RECORDS SHOWN »
-- -- --

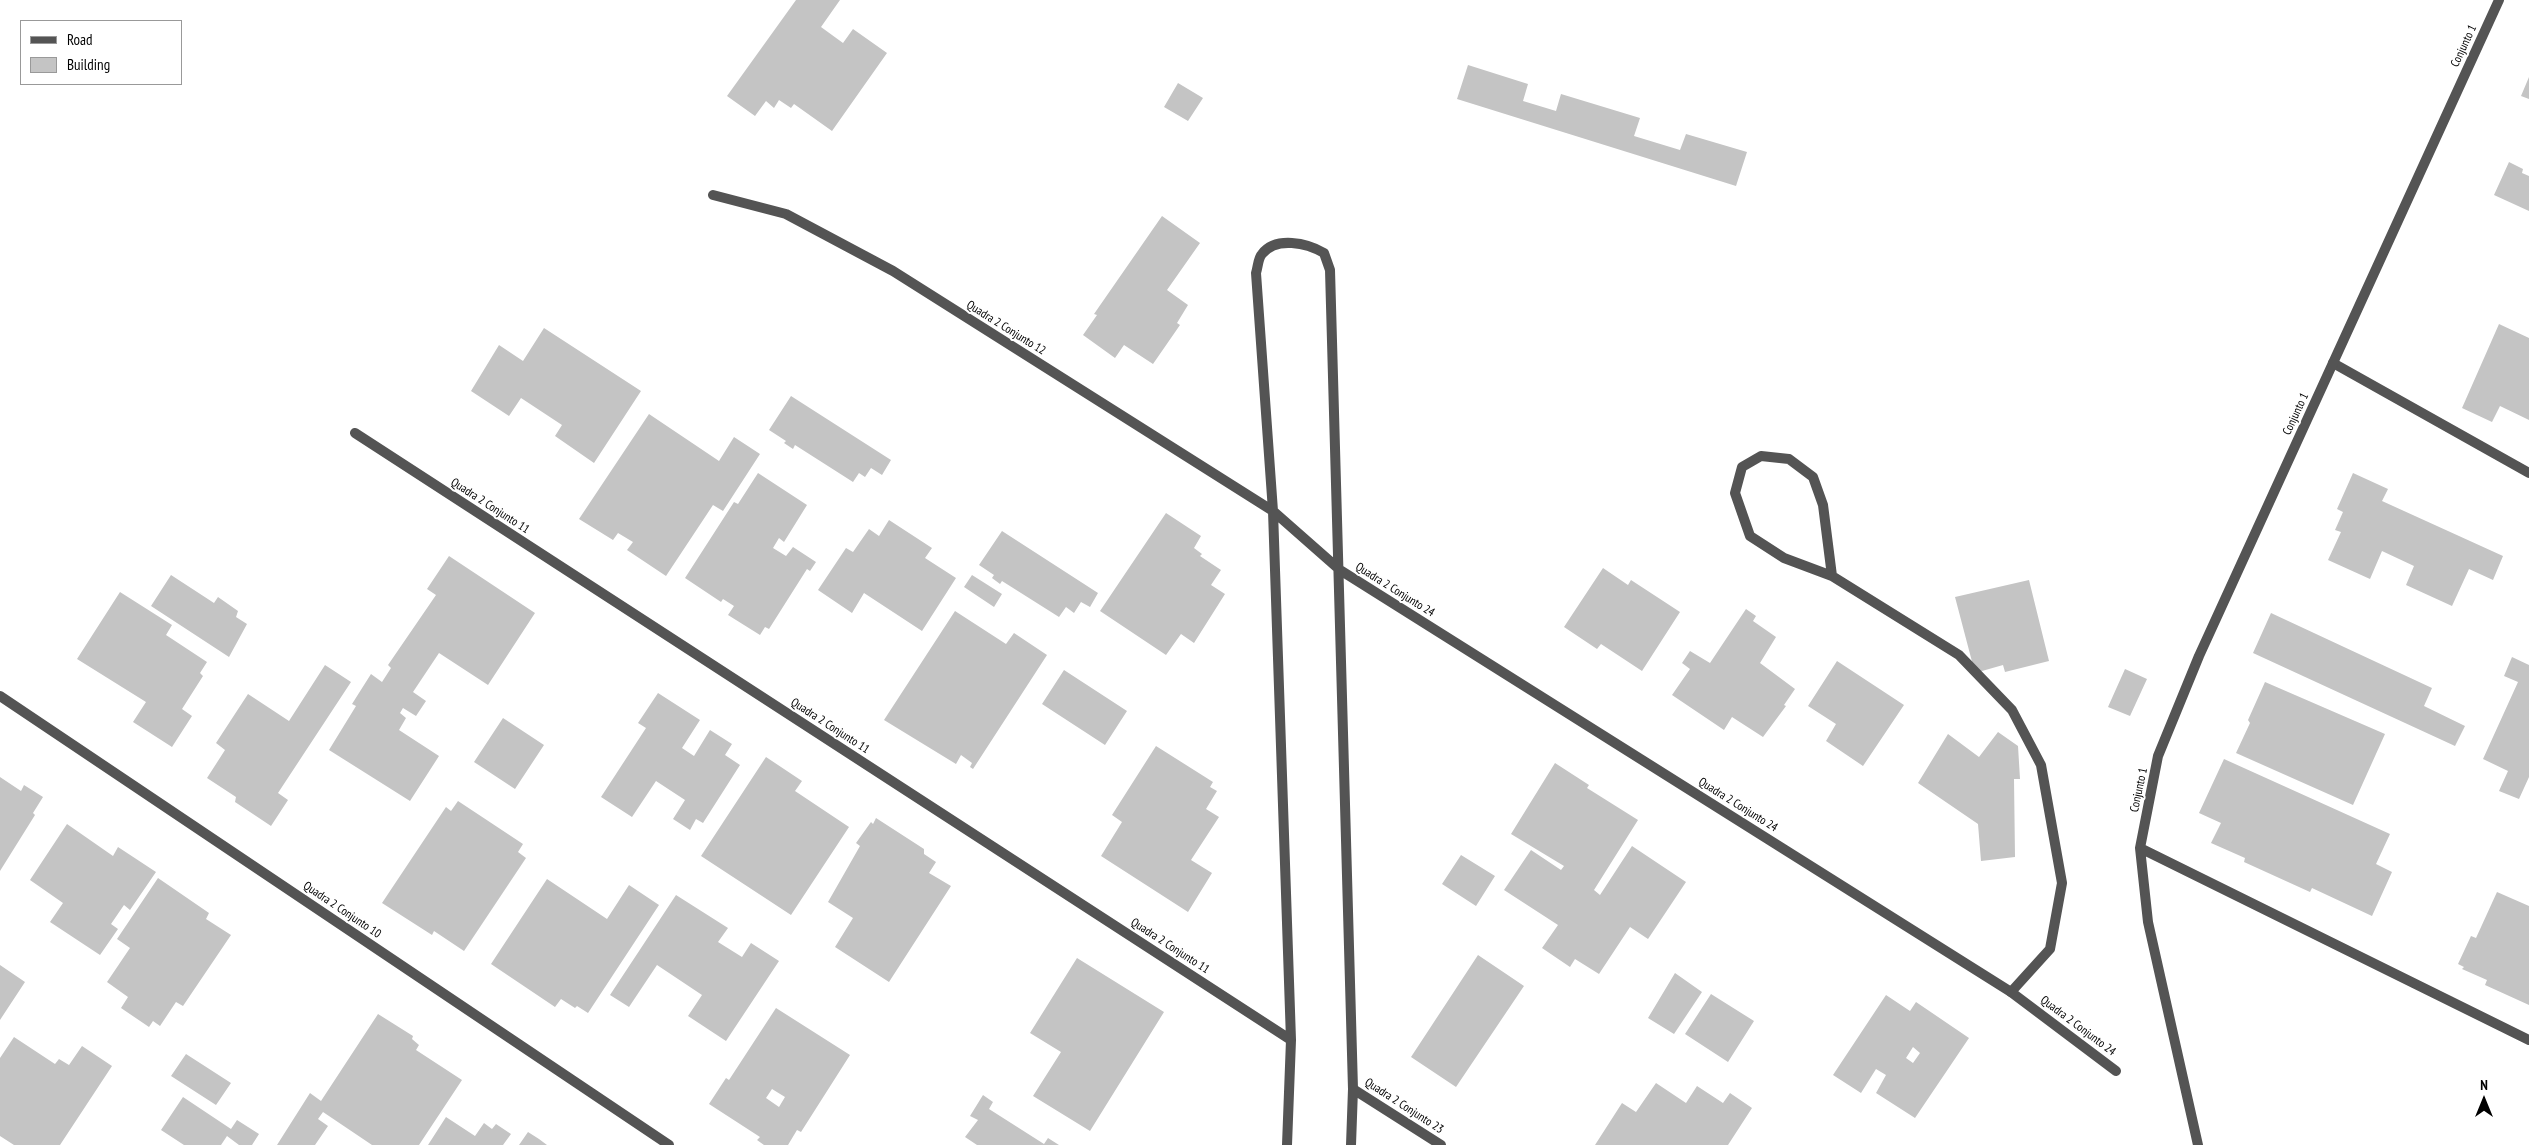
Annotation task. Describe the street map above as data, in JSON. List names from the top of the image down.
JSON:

-- -- --

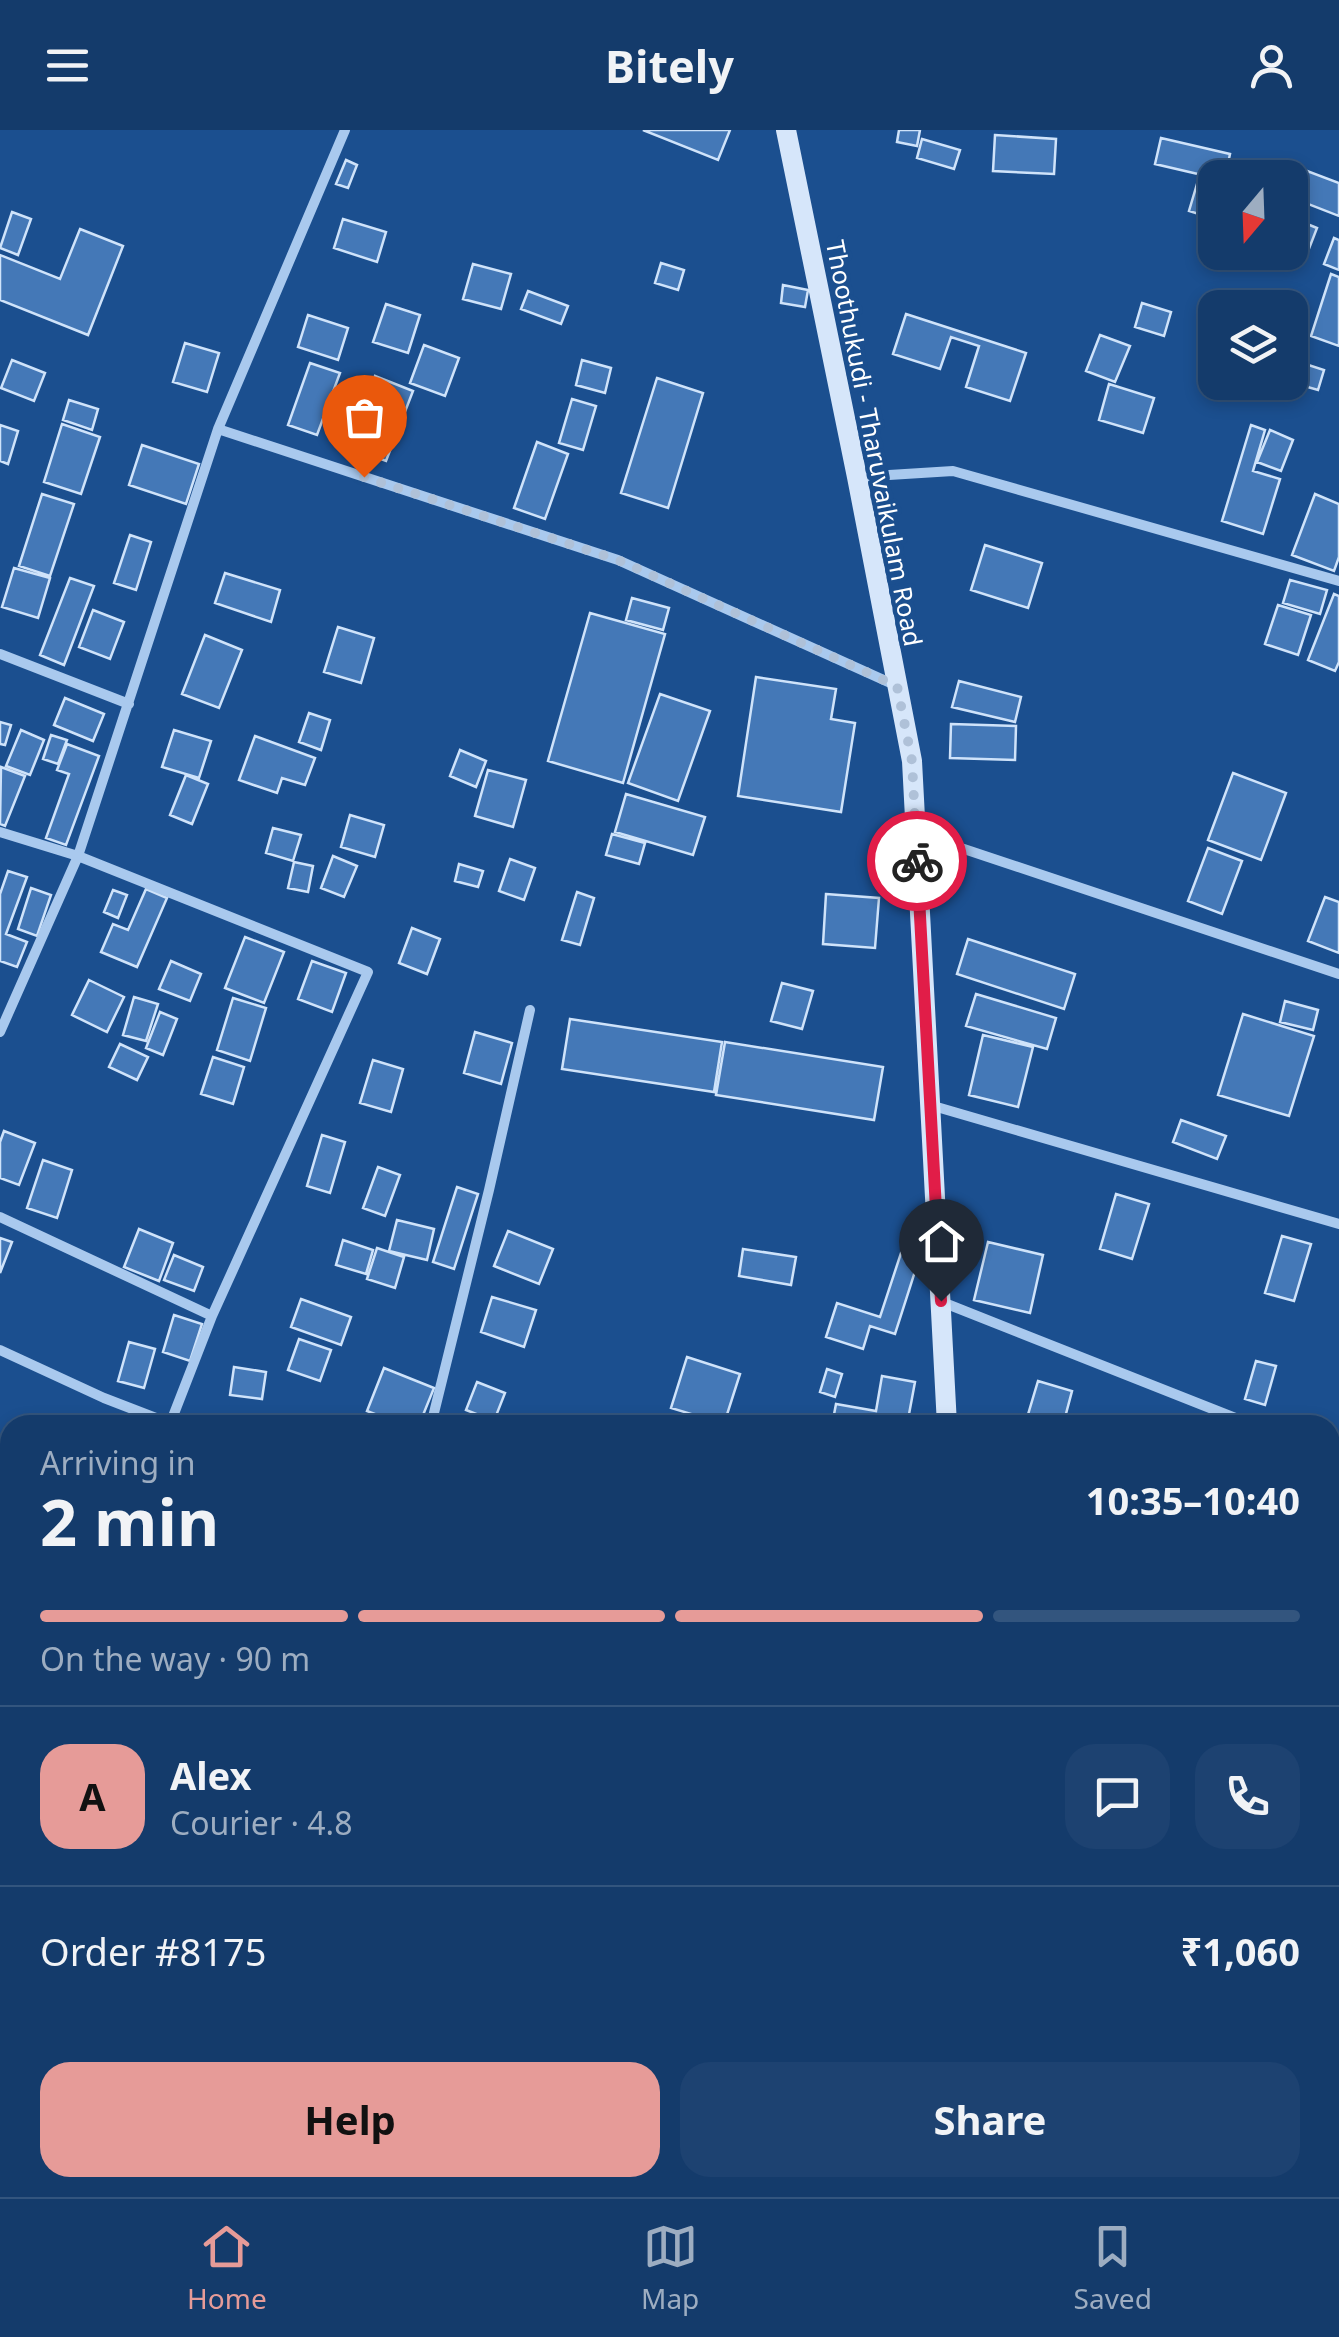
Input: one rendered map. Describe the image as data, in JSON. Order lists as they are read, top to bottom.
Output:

-- -- --

TASK INSTRUCTIONS » Scan the records above, then copy out each line that mentions "JSON".

ANSWER SECTION »
Annotation task. Describe the street map above as data, in JSON. List names from the top of the image down.
JSON:
Input: one rendered map. Describe the image as data, in JSON. Order lists as they are read, top to bottom.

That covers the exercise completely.